I remember only ever liking 2 boys a lot before my husband, both of whom were my friends first and I knew didn’t like me in that way. Yet in a way it was a comfort that I couldn’t have what I wanted because then I couldn’t lose it. I think that’s one of the things that is behind wanting what you can’t have because if you want something you do have and you lose it, you get hurt. If you want something you can’t have you can enjoy wanting it and the anticipation of maybe getting it with the comfort of not being able to lose it. I imagine that if either of those boys did like me back, it wouldn’t have lastest because it was just a fantasy and if they really wanted me then I would have probably avoided them or gone into it and then realised I just enjoyed the fantasy of what things would be like. Of course it would never be that way! I was a teenage girl full of romantic ideas for goodness sake. The difference with J is that it didn’t start off with pining of one person to another. It started with mutual affection so we both shared the same lovely idea of what it would be  like to be together so we were able to settle into a relationship together without years of imagining the wonderful, perfect life we would have (it is far from perfect). We could start off together and build things together instead of making up all these fantasy stories beforehand!

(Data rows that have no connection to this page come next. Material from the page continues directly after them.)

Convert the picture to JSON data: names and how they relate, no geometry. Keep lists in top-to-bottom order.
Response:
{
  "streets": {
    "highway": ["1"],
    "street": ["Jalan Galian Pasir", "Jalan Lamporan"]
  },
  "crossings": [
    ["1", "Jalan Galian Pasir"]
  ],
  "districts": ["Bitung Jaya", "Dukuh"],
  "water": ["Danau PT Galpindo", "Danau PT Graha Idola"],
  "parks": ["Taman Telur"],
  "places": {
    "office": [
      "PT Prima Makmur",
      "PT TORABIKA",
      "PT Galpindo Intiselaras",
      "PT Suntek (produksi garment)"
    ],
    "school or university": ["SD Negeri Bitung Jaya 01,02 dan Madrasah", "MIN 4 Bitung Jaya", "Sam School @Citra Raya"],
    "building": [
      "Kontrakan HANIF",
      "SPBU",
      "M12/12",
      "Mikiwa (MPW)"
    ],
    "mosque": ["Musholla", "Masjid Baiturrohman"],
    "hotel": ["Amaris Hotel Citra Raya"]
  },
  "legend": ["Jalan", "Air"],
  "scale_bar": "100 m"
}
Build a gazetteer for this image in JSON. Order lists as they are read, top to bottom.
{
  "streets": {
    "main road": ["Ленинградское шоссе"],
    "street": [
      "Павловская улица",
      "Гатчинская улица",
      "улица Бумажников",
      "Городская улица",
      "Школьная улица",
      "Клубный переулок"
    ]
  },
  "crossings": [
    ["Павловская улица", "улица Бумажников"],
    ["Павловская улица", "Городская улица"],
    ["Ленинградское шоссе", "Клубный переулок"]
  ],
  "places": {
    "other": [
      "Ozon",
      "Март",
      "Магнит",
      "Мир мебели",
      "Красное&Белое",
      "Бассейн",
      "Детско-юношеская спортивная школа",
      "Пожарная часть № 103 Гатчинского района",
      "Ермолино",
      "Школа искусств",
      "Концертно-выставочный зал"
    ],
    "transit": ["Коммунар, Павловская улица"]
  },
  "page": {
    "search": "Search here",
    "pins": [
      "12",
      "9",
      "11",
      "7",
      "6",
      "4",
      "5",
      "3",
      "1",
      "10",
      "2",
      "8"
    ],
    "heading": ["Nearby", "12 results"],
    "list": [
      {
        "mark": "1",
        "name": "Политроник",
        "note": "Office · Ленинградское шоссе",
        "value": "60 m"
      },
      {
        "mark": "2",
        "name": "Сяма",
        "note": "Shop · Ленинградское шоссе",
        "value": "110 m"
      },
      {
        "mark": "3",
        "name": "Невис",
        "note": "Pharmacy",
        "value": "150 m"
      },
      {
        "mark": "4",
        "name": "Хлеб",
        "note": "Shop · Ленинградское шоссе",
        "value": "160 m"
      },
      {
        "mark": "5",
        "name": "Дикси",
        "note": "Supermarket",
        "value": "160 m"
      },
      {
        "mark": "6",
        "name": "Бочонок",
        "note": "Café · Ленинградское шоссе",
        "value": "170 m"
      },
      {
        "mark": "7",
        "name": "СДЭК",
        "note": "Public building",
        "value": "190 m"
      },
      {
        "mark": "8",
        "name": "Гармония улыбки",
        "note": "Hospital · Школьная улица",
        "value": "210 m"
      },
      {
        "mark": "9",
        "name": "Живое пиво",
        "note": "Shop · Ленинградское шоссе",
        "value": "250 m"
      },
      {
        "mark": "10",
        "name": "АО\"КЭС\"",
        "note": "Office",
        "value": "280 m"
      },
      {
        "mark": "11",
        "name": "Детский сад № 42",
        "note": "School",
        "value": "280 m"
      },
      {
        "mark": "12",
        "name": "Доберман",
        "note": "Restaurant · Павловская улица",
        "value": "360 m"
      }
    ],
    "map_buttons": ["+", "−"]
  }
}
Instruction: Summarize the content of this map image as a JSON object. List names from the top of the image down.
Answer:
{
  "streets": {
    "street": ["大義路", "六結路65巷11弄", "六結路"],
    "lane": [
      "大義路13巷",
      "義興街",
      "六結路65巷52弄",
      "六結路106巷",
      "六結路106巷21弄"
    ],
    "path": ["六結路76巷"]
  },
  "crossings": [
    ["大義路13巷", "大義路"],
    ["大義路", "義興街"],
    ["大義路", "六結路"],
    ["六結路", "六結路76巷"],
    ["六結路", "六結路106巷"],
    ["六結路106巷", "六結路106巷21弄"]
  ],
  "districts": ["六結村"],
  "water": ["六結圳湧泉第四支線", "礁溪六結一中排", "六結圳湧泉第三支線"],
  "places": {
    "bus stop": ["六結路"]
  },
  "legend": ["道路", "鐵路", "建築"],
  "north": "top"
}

But of course because I’d gotten what I wanted it caused problems. I had/have high expectations as I said before and as it was my first relationship I didn’t have a clue what to expect or how I would behave in a relationship. Now, I am chaotic in a relationship. I’m jealous, controlling and a bit mental. But then I am very affection, protective and will do anything for him. Most men/boys run a mile at the thought of a controlling woman. But neither of us knew I was like that until we were in a relationship so he was able to see my family and the way they were and the way I was brought up, so when I became chaotic or controlling he already understood why. It was all very strange for me and he was very clingy, well at least I think so, I have nothing to compare. But I guess I thought that because I don’t have affectionate parents and as an only child with distant parents I was used to being alone. Cuddling was comforting but awkward, I wanted to love it as a child would from a parent, feeling safe and loved but as my experience of love and affection went, it never lasted long and was often met with hostility soon after for no known reason. So I was very anxious. My best friend often said to me how I would sometimes push him away if he was holding me too much or being too close. It was my way of being defensive I guess. But I’m still learning. I love cuddling now and feel eased with how clingy he can be. I don’t call it clingy anymore because I noticed how when my parents would be unpleasant to me, it was then that he become more “clingy”. It wasn’t clingyness, it was protection. He could feel my vulnerability. He does feel my vulnerability. It is very hard for me when I am upset with something to be hugged because I have always dealt with my emotions alone and I am unable to let someone get too close at such a vulnerable time. Usually I will cry on my own, stomp around, maybe scream a little or sometimes cut and then when I have been able to be alone in my pain I am able to let J in and let him hold me. but it is still very hard.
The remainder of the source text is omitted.